Scientific publishing - Economist Feb 5 2022
Summary:
1) Preprints on the coronavirus have been impressively reliable
2) The case for publishing in expensive, restrictive scientific journals continues to weaken
SCIENTIFIC PUBLISHING moves slowly. Depending on the academic field, it can take years for a single paper to get published in a well-regarded journal. In that time, a paper might undergo several rounds of peer-review by academic volunteers, followed by corrections—and possibly rejections—before a new scientific result sees the light of day.
This rigmarole is meant to ensure that the research that enters the scientific record is reputable, rigorous and trustworthy. That is admirable—and the system generally works well—but it also introduces a bottleneck, delaying the circulation of new scientific results. To get around this, scientists can release a “preprint”: a manuscript of a paper posted to a public server online before it has completed a formal peer-review process.
Preprints are commonplace in physics and mathematics. During the covid-19 pandemic, these publications took off in bio logy, genomics and medicine too, reflecting the urgency of communicating corona virus-related findings to other scientists, government officials, and the public.
Some have expressed concerns over the quality of preprints, however, arguing that publishing research prematurely risks undermining the integrity of science if conclusions may later need to be revised, after comments from peer-reviewers, say. Fortunately, a study published in the journal PLOS Biology this week suggests that they have little to worry about.

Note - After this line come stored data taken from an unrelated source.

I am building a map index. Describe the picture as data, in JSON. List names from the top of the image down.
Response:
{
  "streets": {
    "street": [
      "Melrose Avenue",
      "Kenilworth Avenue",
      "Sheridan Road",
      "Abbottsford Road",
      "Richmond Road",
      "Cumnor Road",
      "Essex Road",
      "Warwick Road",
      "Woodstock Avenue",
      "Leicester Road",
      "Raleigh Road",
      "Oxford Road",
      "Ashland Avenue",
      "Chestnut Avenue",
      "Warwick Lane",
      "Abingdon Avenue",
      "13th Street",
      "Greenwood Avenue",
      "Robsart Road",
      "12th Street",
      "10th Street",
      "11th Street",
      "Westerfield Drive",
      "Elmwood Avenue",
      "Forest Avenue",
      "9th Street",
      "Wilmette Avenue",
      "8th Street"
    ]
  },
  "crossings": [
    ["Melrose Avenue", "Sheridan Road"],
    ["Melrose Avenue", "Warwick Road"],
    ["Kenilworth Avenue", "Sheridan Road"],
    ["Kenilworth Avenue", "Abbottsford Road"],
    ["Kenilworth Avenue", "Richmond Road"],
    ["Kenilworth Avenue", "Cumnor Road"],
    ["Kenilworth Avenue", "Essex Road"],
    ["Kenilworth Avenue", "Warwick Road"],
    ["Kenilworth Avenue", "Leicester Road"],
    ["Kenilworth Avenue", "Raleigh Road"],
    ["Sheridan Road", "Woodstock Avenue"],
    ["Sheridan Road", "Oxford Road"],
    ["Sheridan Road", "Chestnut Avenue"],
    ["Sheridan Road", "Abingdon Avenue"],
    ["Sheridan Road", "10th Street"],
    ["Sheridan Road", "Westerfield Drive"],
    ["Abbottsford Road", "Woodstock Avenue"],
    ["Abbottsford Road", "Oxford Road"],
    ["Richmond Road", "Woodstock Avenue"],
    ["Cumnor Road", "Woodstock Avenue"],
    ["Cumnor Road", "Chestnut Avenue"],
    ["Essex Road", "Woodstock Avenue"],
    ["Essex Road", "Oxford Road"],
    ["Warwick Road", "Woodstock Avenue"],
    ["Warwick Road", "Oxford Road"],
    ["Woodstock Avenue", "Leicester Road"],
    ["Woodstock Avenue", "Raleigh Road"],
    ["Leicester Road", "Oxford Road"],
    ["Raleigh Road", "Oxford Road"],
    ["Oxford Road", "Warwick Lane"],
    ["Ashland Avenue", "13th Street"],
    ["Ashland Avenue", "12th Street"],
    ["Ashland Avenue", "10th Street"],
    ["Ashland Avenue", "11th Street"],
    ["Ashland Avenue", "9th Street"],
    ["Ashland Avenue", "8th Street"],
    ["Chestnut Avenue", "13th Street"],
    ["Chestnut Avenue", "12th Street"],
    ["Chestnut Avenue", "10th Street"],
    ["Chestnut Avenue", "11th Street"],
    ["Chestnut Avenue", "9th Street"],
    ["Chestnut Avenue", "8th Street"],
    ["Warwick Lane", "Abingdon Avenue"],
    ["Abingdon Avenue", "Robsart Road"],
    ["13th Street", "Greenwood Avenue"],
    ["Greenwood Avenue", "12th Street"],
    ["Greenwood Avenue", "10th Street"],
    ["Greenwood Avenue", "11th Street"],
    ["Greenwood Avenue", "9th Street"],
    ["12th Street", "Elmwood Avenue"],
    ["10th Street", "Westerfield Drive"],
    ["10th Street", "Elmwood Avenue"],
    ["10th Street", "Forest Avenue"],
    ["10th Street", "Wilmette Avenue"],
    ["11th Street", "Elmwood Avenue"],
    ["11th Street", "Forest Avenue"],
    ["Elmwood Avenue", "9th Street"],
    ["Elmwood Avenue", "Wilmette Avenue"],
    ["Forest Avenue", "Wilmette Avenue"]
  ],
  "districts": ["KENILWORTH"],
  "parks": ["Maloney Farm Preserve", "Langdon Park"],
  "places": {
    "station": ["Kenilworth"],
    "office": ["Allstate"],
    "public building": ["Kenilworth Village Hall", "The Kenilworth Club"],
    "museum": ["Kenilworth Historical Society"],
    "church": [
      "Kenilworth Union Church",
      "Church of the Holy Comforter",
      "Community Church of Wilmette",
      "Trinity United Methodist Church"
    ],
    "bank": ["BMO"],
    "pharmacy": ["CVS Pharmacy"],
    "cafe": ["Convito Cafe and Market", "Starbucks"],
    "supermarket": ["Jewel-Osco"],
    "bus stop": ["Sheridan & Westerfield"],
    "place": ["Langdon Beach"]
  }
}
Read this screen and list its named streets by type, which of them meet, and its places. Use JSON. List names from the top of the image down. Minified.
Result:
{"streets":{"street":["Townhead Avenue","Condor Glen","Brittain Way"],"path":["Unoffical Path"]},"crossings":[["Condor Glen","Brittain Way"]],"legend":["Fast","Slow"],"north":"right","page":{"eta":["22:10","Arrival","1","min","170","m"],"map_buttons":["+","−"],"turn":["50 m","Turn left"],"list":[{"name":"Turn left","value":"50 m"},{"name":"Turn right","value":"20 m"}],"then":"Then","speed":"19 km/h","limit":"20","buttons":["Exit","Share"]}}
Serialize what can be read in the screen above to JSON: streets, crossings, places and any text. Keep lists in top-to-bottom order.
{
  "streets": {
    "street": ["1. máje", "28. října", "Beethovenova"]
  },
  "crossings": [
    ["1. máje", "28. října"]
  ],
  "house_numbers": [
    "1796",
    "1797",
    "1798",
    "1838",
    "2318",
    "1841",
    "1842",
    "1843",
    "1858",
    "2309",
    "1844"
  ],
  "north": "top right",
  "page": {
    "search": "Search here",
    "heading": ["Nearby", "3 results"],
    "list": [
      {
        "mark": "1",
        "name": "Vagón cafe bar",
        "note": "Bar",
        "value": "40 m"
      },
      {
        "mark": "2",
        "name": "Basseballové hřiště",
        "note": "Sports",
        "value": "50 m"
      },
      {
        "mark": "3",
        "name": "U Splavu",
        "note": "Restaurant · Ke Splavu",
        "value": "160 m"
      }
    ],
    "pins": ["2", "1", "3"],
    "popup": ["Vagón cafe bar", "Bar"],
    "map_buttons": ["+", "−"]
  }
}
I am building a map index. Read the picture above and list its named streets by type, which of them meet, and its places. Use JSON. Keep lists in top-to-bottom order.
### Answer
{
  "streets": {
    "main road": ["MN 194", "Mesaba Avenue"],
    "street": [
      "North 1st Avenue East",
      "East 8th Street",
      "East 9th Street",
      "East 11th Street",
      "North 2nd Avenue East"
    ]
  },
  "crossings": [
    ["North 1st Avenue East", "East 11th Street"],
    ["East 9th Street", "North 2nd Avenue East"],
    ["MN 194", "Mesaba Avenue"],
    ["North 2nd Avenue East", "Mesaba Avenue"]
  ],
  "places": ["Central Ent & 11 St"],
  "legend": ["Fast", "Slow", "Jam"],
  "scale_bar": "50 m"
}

A team of researchers led by Jonathon Coates, a biologist at Queen Mary University in London, decided to analyse how reliable preprints were early in the covid-19 pandemic. They compiled a set of 184 research papers in the life sciences that had initially been posted as preprints on bio Rxiv and medRxiv—two large preprint servers—and later published in one of 23 major scientific journals in the first four months of the pandemic.
They compared each preprint with its more polished version that had later appeared in a journal. They looked for content that had been added or removed from the body of the manuscript, tables or figures that had been rearranged, and when key wording had been changed.
Dr Coates’s analysis found that 82.8% of coronavirus-related preprints and 92.8% of non-coronavirus-related preprints saw no material change to their conclusions upon journal publication. Of the changes that were made, most involved only strengthening or weakening of conclusions. Only one paper out of 184 saw one of its conclusions reversed. “This is a welcome finding,” says Dr Coates. “Ultimately, scientists share preprints because they think the work is ready, not simply to rush it out—the results of our study reflect that.”
That more coronavirus-related papers saw changes upon publication than non-coronavirus papers could reflect two factors, suggests Dr Coates. The first is that scientists were moving as quickly as possible to make coronavirus-related results public to aid the early pandemic response, meaning that the language in early covid-19 preprints was more likely to require a final edit. Dr Coates adds that, in his experience, journal editors were also being more rigorous in their treatment of early covid-19 research, precisely because the stakes were so high.
These findings support arguments made by advocates of “open science”, who say that new scientific results should be made available to other researchers and the public freely and quickly. Dr Coates’s work suggests that the usual gatekeepers of the research, scientific journals, may add little scientific value to the original research manuscripts. Their large subscription fees, therefore, look increasingly at odds with the value they provide.
Dr Coates also discovered an annoying wrinkle in the publishing and sharing of data in the life sciences. Whenever his team tried to gain access to the supplementary data for a journal-published version of an article, all too often the links were dead or did not lead to the data they were looking for. That seems troubling, not least during a public-health crisis in which access to timely data has been critical in working out what to do and when.